São Paulo – A DP World, operadora portuária com sede em Dubai, nos Emirados Árabes Unidos, anunciou nesta quinta-feira (27) que obteve um lucro líquido de US$ 405 milhões no primeiro semestre, um aumento de 21,9% em relação ao mesmo período do ano passado.
O faturamento chegou a US$ 1,9 bilhão, um crescimento de 14,5% sobre os seis primeiros meses de 2014. Segundo comunicado grupo, a receita e o lucro foram impulsionados pela aquisição da empresa de infraestrutura Economic Zones World (EZW).
A EZW, também de Dubai, gerencia condomínios industriais e de logística como a Zona Franca de Jebel Ali, empreendimento adjacente ao porto de mesmo nome controlado pela DP World.
O Ebitda ajustado da companhia ficou em US$ 924 milhões nos seis primeiros meses de 2015, um avanço de 18,7% em relação ao mesmo período do ano passado. A margem ajustada de Ebitda passou de 46,9% para 48,6% na mesma comparação.

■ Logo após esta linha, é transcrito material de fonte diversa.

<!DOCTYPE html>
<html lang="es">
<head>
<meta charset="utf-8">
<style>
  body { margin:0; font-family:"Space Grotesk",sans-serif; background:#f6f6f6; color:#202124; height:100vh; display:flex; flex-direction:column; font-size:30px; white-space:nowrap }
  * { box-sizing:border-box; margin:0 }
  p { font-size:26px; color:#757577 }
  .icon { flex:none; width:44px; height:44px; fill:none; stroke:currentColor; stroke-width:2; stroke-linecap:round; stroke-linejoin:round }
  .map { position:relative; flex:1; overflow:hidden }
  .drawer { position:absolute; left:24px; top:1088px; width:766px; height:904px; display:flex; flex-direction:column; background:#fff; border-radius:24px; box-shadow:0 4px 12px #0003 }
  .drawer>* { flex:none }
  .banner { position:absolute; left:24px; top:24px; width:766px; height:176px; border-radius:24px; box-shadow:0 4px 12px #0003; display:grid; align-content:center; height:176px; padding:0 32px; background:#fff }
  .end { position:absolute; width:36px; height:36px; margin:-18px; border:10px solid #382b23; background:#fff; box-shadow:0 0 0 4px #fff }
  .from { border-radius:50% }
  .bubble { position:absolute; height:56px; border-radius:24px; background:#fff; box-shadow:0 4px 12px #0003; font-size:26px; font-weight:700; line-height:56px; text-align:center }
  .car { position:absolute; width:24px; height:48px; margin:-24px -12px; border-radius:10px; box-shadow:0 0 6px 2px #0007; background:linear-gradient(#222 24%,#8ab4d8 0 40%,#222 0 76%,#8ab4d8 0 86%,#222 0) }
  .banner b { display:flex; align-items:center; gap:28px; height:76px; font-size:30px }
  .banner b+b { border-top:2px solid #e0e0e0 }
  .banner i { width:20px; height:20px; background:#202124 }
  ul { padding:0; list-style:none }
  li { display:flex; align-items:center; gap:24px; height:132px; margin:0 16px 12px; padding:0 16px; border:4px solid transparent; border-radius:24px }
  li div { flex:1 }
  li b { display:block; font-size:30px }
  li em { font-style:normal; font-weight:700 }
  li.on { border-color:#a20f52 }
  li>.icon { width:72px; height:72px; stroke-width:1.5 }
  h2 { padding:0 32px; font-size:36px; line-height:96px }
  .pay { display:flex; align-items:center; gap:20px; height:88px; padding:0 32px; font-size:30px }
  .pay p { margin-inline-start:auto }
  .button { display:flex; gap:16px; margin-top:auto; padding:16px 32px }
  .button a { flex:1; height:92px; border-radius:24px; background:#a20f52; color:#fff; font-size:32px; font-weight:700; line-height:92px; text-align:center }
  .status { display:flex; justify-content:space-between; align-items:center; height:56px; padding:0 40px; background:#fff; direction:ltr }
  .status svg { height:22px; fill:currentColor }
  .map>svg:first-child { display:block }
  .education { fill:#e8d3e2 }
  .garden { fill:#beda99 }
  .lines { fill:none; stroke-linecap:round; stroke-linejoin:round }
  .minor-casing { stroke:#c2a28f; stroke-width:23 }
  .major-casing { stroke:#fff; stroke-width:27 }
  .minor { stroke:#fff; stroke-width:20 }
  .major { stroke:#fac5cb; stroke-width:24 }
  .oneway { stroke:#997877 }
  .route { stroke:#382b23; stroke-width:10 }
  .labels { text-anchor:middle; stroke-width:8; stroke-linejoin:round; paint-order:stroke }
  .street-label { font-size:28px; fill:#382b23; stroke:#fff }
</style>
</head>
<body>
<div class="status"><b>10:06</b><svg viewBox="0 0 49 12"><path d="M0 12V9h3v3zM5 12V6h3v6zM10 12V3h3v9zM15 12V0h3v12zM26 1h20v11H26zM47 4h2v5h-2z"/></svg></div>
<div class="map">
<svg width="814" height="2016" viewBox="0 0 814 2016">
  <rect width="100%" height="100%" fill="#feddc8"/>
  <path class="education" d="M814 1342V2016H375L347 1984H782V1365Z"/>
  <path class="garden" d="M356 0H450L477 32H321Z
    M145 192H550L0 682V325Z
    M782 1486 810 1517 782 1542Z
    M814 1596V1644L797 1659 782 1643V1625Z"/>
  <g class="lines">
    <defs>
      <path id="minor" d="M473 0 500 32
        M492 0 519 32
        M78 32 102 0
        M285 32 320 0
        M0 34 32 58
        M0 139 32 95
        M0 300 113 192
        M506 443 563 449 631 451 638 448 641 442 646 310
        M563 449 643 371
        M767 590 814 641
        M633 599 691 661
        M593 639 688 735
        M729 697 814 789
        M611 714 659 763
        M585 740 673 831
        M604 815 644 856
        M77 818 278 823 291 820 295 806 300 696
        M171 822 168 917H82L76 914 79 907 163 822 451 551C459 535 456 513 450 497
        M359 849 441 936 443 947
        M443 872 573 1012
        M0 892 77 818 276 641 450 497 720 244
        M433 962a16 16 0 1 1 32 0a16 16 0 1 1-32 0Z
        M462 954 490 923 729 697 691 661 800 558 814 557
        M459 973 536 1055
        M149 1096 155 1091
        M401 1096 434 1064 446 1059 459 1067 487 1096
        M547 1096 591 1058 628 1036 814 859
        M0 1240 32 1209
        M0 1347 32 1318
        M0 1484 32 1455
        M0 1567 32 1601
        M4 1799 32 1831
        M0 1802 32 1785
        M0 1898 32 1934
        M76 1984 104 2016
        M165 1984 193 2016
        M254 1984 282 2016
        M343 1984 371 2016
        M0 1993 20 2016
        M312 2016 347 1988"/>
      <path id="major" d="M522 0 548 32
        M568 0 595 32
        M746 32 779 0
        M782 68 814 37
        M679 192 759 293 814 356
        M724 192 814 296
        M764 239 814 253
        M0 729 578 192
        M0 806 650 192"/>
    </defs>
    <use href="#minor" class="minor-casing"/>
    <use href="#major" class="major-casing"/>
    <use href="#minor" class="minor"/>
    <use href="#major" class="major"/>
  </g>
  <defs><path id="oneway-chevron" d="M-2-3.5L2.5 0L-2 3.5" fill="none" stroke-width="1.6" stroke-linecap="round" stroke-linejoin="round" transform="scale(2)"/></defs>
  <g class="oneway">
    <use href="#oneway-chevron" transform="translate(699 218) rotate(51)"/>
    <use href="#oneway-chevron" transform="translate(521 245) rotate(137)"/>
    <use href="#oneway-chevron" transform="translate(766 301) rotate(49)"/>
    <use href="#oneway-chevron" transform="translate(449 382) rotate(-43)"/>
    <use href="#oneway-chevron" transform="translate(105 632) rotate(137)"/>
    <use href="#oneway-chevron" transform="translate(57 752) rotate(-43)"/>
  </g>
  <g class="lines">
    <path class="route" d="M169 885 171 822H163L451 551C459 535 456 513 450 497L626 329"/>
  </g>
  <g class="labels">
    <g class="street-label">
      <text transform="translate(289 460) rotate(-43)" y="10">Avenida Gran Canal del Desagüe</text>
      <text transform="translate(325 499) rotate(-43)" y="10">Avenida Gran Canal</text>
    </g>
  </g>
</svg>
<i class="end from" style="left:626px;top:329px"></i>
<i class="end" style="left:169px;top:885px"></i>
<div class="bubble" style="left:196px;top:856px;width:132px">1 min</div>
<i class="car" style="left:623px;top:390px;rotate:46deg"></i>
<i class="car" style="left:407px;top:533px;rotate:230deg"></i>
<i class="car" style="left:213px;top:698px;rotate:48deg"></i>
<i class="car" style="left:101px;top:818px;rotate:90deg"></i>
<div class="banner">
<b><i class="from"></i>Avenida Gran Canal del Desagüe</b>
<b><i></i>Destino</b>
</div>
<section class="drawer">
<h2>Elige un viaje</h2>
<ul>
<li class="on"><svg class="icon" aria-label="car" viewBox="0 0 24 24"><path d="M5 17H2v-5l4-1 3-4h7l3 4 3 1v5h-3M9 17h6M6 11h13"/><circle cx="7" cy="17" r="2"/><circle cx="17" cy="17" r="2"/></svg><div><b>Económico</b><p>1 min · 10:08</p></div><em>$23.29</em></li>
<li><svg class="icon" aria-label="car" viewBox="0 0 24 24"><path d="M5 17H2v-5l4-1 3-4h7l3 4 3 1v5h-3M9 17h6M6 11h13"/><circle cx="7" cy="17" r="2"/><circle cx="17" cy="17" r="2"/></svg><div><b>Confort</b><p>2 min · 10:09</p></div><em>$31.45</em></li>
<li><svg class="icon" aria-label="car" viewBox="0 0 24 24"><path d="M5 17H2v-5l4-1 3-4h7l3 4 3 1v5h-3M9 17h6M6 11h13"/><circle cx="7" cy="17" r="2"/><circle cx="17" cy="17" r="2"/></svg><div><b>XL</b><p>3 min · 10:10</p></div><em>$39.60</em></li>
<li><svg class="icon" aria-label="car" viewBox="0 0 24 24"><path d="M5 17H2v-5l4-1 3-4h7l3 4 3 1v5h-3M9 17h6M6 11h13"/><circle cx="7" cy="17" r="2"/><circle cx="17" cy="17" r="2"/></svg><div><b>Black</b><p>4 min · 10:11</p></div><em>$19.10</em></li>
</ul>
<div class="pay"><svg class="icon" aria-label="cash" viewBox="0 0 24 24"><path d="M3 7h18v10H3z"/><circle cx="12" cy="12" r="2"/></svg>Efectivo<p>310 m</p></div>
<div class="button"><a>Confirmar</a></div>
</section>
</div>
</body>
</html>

O Ebitda é o lucro antes do pagamento de juros, impostos, depreciações e amortizações. O indicador é importante porque permite verificar o quanto a empresa gera de recursos em suas atividades operacionais, sem levar em consideração impactos financeiros e tributários.
O aumento da margem de Ebitda, de acordo com a DP World, ocorreu em função do crescimento da movimentação de cargas em locais onde as margens de ganho são maiores, e por causa da consolidação da EZW.
A DP World e a EZW eram originalmente companhias “irmãs”, ou seja, controladas pela mesma holding, a Dubai World. Durante a crise financeira de 2008, porém, a Dubai World ficou em dificuldades, decretou moratória de suas dívidas e iniciou um longo processo de reestruturação. Nesse processo, a lucrativa DP World foi praticamente desmembrada do conglomerado controlado pelo emirado de Dubai, e recentemente incorporou a EZW.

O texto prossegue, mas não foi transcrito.